La mort est une étape de la vie. On doit franchir cette étape un jour ou l’autre. On doit voir nos proches franchir cette étape également. On doit continuer à vivre malgré tout. Je vais certainement perdre ma maman dans la prochaine année. Voici ce que j’ai su cette semaine. Maintenant, je suis perdue. Je suis totalement perdue.

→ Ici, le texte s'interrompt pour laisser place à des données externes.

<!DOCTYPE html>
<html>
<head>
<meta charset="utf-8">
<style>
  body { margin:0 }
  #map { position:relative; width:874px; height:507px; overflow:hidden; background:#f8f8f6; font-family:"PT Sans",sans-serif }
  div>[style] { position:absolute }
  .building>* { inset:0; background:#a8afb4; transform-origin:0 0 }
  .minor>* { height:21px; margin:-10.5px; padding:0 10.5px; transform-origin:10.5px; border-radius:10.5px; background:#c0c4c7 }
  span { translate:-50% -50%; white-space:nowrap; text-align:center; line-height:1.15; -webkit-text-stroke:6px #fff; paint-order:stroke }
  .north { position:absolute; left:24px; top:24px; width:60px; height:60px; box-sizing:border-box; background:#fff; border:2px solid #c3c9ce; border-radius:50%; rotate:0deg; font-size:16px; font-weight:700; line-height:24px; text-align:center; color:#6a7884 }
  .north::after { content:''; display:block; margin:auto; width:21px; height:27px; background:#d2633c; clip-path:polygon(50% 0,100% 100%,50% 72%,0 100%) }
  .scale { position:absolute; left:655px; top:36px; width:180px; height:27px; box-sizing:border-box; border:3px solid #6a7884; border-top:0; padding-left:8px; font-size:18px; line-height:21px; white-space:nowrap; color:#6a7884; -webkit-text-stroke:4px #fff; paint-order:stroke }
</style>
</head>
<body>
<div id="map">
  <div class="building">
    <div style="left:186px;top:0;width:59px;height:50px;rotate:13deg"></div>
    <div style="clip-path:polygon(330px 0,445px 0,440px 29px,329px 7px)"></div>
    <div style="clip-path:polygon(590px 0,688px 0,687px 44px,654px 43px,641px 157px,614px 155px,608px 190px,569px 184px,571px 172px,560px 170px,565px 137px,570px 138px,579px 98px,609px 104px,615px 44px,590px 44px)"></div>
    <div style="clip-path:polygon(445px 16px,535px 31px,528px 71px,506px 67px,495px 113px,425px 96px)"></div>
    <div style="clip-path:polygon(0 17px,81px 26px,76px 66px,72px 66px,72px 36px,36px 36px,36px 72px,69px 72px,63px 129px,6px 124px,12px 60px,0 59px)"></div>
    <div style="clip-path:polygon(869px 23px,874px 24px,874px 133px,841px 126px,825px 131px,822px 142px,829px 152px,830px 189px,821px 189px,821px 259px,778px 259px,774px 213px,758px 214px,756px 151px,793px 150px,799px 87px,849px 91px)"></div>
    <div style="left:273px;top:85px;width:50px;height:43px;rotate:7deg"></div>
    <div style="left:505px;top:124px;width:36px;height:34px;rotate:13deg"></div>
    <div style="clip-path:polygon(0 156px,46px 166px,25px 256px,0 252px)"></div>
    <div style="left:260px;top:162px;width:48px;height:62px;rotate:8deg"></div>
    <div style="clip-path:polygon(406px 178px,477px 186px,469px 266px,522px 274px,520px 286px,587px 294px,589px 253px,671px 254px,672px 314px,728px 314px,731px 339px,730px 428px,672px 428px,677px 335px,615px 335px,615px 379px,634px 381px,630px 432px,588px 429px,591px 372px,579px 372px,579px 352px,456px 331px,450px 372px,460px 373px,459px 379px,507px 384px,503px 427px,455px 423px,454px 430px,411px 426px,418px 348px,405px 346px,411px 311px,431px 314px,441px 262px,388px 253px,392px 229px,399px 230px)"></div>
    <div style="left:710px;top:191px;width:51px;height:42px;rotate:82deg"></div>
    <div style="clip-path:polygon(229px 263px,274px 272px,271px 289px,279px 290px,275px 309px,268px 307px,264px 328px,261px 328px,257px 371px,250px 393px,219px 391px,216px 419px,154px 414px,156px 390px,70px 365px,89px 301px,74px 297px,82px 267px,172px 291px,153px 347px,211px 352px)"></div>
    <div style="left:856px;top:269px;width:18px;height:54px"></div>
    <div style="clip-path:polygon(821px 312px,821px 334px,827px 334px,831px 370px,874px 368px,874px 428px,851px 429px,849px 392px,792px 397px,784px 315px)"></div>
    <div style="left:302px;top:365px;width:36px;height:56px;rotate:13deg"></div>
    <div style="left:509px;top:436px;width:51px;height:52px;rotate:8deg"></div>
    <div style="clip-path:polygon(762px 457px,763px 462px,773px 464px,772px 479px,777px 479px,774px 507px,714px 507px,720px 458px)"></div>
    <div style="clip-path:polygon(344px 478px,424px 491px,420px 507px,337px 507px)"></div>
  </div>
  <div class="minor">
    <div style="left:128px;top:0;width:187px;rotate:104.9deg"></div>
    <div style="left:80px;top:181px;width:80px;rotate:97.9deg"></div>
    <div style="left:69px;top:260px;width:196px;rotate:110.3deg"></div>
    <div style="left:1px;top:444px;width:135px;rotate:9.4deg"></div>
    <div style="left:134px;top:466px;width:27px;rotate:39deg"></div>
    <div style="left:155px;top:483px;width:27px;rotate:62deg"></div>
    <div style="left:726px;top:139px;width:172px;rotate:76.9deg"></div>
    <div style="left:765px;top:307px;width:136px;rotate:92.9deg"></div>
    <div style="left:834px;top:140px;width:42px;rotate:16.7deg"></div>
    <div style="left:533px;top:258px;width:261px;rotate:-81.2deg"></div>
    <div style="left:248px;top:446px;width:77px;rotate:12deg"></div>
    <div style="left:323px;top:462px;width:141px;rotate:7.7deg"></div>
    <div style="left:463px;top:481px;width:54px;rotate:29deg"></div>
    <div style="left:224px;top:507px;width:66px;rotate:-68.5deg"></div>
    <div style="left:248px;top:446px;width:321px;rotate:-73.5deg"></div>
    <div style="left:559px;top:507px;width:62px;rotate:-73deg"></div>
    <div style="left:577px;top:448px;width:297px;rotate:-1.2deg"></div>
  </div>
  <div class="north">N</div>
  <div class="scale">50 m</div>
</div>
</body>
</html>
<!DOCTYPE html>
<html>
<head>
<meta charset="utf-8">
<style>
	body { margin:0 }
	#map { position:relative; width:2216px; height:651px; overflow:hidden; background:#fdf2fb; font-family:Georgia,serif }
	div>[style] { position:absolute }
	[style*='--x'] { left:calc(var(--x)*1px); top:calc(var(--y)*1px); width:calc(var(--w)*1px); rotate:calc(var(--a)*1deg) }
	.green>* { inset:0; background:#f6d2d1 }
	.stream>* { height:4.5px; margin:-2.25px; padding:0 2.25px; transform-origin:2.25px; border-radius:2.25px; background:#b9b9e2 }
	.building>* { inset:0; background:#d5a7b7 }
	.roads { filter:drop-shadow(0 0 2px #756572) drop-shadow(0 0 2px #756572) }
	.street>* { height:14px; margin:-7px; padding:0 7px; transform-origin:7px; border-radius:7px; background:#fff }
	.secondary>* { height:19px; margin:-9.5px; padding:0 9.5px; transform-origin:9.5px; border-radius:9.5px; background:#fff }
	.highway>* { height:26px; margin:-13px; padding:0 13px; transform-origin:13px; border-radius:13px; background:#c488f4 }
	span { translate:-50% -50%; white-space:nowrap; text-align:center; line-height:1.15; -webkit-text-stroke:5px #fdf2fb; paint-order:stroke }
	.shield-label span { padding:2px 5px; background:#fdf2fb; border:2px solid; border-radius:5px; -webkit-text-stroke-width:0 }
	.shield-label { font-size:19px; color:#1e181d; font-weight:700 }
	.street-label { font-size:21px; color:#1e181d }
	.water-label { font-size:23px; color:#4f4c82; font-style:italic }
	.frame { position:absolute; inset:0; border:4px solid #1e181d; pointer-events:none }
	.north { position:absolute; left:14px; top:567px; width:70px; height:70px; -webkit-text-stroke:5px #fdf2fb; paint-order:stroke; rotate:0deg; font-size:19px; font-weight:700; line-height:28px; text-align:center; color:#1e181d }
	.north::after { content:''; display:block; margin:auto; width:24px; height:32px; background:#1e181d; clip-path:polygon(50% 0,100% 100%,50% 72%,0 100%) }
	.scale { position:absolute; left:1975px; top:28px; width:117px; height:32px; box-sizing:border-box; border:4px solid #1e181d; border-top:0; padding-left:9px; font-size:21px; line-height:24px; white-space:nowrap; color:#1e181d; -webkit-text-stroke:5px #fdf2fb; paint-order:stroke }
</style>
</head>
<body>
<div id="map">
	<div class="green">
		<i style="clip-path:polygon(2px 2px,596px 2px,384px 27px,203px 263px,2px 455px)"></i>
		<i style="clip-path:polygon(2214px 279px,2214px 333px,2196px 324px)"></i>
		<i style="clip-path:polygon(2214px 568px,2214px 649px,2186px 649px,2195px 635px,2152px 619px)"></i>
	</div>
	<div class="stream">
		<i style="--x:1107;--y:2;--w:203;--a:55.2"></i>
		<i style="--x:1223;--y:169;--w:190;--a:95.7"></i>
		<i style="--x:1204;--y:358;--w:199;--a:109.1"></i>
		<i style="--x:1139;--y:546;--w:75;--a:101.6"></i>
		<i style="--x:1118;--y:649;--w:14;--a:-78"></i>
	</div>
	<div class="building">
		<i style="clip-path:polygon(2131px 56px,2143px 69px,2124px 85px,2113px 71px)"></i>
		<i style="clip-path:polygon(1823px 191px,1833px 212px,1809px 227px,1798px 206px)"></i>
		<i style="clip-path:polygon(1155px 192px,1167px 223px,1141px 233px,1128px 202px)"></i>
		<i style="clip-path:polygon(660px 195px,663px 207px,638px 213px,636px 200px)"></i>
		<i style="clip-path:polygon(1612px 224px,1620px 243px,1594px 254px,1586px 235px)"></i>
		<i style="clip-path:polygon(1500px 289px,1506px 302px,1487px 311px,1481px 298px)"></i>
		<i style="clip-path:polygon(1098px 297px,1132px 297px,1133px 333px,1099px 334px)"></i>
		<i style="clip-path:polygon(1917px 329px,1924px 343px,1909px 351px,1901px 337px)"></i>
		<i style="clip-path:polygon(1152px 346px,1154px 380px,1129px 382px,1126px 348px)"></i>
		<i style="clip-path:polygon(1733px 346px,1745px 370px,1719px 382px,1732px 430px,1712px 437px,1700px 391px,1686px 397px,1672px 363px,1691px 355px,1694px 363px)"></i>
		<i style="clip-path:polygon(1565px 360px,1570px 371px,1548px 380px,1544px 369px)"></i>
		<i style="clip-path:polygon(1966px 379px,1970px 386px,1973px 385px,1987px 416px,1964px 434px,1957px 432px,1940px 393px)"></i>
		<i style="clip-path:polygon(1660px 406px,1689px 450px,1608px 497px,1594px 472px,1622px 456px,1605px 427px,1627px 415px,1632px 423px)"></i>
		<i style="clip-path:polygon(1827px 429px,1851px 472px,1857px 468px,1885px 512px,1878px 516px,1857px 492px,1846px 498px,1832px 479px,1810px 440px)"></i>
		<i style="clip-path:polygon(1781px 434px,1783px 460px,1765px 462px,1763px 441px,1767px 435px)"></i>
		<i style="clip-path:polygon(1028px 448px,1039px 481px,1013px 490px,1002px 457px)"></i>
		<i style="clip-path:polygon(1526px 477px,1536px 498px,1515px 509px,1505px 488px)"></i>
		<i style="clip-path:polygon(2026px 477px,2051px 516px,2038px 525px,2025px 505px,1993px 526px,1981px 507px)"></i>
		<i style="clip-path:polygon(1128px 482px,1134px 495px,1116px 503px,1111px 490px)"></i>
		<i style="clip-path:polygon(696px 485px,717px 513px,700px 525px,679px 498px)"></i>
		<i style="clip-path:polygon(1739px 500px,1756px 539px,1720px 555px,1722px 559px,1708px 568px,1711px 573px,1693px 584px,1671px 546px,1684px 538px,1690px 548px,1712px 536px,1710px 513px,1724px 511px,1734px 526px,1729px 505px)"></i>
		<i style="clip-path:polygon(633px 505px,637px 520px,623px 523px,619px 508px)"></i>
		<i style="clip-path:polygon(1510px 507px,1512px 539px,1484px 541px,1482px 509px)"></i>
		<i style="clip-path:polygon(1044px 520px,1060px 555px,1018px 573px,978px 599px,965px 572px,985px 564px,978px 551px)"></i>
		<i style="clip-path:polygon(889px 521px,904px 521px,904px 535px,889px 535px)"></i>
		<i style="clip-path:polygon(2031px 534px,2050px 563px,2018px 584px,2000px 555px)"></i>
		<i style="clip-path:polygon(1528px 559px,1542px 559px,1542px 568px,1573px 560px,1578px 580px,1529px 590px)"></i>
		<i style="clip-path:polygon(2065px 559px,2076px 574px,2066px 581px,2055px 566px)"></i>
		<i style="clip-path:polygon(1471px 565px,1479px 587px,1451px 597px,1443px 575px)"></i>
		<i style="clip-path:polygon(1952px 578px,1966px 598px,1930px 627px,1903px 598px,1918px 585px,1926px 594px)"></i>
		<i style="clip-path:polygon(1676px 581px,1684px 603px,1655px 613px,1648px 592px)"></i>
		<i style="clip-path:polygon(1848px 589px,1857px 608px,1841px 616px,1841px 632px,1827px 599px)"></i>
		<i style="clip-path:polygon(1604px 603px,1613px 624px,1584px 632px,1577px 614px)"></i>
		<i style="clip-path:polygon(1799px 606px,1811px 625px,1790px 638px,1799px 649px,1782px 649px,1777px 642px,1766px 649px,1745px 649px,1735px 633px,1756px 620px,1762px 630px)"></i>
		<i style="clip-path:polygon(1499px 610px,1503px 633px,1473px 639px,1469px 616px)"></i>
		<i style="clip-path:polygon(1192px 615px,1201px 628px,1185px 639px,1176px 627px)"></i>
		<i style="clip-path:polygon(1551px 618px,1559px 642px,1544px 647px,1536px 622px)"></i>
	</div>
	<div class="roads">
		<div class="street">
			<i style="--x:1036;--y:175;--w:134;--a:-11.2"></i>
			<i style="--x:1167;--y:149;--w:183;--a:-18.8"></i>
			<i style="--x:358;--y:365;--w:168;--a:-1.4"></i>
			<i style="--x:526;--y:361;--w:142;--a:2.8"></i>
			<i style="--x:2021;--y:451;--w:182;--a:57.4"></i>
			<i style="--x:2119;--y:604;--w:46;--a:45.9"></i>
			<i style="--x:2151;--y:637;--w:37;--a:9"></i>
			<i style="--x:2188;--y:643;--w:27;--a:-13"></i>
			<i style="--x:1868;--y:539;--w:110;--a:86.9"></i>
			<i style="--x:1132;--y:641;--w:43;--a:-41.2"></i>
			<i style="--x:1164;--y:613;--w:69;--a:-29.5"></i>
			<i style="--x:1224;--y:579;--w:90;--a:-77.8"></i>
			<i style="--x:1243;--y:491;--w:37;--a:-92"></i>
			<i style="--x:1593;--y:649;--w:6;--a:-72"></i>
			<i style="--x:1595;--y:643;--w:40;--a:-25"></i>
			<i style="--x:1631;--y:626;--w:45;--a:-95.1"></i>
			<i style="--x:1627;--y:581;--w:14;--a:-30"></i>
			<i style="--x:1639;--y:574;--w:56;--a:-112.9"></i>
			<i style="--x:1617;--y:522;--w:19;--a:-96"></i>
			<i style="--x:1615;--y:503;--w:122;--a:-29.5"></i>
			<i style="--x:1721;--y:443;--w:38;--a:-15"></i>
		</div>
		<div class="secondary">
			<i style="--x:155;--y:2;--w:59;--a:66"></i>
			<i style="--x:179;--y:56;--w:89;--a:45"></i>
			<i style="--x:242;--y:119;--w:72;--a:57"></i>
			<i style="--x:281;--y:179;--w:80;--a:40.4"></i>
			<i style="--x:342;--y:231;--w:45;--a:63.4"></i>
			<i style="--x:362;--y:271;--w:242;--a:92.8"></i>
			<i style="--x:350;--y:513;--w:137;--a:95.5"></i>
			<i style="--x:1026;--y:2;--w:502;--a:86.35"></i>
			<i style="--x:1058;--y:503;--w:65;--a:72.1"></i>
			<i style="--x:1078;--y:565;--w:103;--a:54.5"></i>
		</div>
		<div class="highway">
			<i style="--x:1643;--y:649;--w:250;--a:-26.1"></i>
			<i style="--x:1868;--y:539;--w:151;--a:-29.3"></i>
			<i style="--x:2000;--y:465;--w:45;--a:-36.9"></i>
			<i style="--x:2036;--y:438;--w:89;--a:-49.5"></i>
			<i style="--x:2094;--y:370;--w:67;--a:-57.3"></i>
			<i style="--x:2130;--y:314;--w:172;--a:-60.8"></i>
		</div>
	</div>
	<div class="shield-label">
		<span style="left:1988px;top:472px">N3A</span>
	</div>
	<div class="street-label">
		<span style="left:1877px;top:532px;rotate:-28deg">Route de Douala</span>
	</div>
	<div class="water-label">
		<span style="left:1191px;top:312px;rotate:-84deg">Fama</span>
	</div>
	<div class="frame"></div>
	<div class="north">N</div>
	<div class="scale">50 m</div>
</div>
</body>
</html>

Et pourtant, le matin, je me lève, je prends mon café, comme d’habitude. Je regarde mon copain avec le même sourire. Mon cœur reste rempli d’amour pour toutes les personnes qui m’entourent. J’apprécie encore plus le temps passé avec cette femme merveilleuse qu’est ma maman. Je respire, toujours, encore et encore. Je m’intéresse aux même choses, je me pose les même questions, je regarde encore les bottes de la fille à droite de moi dans le métro parce que caline, j’en voudrais une paire comme ça! Je ris encore aux blagues stupides de mon meilleur ami, je dis merci aux personnes qui me tiennent la porte en sortant de l’épicerie, j’écris, encore. Oui, la vie continue, que tu sois perdue, que tu sois triste, en colère, que tu perdes un être cher, que ton cœur se brise ou que tes rêves s’éteignent, la vie doit continuer et on peut toujours y trouver une beauté si le cœur nous en dit. Je compte bien honorer ma mère en ne laissant jamais aller mon espoir et en continuant à me lever, chaque matin en remerciant le ciel de tout ce que j’ai et de tout ce que j’ai eu. J’espère trouver la force en moi afin d’inspirer chaque femme vivant un moment difficile à contempler leurs émotions, les laisser sortir, les embrasser, les accepter, en parler avec leurs proches ou avec un professionnel, pour finalement lâcher prise et se laisser la chance de continuer à vivre pleinement.